* Problem:
Copy out, exactly, the first line of the entries below and every line after it through the one containing "position:relative; flex:1; overflow:hidden".

* Data to use:
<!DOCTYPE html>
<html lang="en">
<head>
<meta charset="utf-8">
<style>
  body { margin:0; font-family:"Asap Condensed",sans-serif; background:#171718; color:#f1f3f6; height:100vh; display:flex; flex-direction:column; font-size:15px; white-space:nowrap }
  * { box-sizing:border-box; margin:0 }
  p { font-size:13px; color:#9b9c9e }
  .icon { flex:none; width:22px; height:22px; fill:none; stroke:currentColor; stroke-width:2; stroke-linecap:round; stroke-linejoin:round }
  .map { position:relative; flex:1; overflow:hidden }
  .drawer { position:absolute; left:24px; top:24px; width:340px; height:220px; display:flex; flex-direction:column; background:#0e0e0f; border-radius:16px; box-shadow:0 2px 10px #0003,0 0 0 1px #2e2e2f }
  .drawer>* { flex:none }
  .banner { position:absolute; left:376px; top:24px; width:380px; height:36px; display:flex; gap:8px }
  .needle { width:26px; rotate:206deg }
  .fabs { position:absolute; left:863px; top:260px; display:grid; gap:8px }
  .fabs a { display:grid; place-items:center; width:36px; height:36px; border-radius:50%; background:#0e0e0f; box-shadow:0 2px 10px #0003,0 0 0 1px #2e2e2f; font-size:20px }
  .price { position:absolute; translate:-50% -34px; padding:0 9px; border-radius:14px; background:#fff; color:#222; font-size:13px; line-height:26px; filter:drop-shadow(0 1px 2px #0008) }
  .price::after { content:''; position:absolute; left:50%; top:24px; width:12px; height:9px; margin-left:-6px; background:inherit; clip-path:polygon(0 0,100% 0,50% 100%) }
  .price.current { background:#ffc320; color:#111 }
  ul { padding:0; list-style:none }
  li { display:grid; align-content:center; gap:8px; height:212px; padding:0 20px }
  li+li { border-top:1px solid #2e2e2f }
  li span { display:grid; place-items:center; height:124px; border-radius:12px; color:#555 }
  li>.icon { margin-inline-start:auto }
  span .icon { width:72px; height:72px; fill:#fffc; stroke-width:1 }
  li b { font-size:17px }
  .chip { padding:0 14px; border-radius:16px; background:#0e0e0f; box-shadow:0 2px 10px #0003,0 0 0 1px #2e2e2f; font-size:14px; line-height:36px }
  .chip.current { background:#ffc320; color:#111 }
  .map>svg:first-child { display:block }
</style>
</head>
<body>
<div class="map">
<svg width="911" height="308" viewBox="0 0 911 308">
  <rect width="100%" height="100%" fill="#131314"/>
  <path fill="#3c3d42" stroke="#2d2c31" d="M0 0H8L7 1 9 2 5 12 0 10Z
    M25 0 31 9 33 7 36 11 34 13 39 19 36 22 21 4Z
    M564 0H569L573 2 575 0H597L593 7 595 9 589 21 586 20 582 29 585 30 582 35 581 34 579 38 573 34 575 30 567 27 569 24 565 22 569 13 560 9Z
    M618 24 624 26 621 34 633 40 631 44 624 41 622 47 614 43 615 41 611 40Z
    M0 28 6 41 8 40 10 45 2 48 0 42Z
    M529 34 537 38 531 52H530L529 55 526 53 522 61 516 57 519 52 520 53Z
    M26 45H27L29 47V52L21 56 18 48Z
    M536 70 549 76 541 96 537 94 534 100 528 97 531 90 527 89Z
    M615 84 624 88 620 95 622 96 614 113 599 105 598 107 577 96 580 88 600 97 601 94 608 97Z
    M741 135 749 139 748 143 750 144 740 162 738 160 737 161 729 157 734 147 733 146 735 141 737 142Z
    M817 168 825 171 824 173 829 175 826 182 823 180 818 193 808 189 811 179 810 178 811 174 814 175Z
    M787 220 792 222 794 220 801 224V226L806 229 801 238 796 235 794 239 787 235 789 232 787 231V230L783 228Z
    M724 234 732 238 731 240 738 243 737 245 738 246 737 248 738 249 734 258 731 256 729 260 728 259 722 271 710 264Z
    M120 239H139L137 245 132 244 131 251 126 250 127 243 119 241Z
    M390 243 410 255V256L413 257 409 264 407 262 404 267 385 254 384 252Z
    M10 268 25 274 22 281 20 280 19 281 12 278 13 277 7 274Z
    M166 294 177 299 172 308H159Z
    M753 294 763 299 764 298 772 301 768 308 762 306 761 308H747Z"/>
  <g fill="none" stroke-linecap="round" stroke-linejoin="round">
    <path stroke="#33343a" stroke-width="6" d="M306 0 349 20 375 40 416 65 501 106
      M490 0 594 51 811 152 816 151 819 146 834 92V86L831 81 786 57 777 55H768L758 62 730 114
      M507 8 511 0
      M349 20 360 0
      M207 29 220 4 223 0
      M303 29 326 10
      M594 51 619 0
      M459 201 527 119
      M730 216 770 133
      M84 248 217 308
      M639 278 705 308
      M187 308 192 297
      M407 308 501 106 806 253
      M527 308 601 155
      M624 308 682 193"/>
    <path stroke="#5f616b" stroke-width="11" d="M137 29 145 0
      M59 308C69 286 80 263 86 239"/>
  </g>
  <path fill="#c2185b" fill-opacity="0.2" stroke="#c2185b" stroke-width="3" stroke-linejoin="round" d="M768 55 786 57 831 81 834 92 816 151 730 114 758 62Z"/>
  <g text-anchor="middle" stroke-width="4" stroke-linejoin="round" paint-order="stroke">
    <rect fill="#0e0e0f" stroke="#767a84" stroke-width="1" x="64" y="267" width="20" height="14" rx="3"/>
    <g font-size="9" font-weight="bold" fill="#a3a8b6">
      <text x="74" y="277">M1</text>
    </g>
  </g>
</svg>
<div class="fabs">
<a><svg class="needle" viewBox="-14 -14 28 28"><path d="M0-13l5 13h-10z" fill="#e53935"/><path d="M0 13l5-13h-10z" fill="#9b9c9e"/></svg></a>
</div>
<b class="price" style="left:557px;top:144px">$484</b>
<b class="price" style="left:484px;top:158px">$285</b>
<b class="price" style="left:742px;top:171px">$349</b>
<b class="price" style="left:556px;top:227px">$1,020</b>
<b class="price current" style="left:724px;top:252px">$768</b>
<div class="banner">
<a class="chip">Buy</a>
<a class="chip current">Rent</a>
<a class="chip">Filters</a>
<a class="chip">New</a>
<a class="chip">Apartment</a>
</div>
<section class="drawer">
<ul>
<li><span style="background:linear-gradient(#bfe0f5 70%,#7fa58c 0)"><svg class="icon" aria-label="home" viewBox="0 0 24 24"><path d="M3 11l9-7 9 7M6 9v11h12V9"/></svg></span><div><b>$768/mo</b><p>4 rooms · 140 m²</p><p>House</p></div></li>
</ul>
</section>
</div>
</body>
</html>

* Written response:
<!DOCTYPE html>
<html lang="en">
<head>
<meta charset="utf-8">
<style>
  body { margin:0; font-family:"Asap Condensed",sans-serif; background:#171718; color:#f1f3f6; height:100vh; display:flex; flex-direction:column; font-size:15px; white-space:nowrap }
  * { box-sizing:border-box; margin:0 }
  p { font-size:13px; color:#9b9c9e }
  .icon { flex:none; width:22px; height:22px; fill:none; stroke:currentColor; stroke-width:2; stroke-linecap:round; stroke-linejoin:round }
  .map { position:relative; flex:1; overflow:hidden }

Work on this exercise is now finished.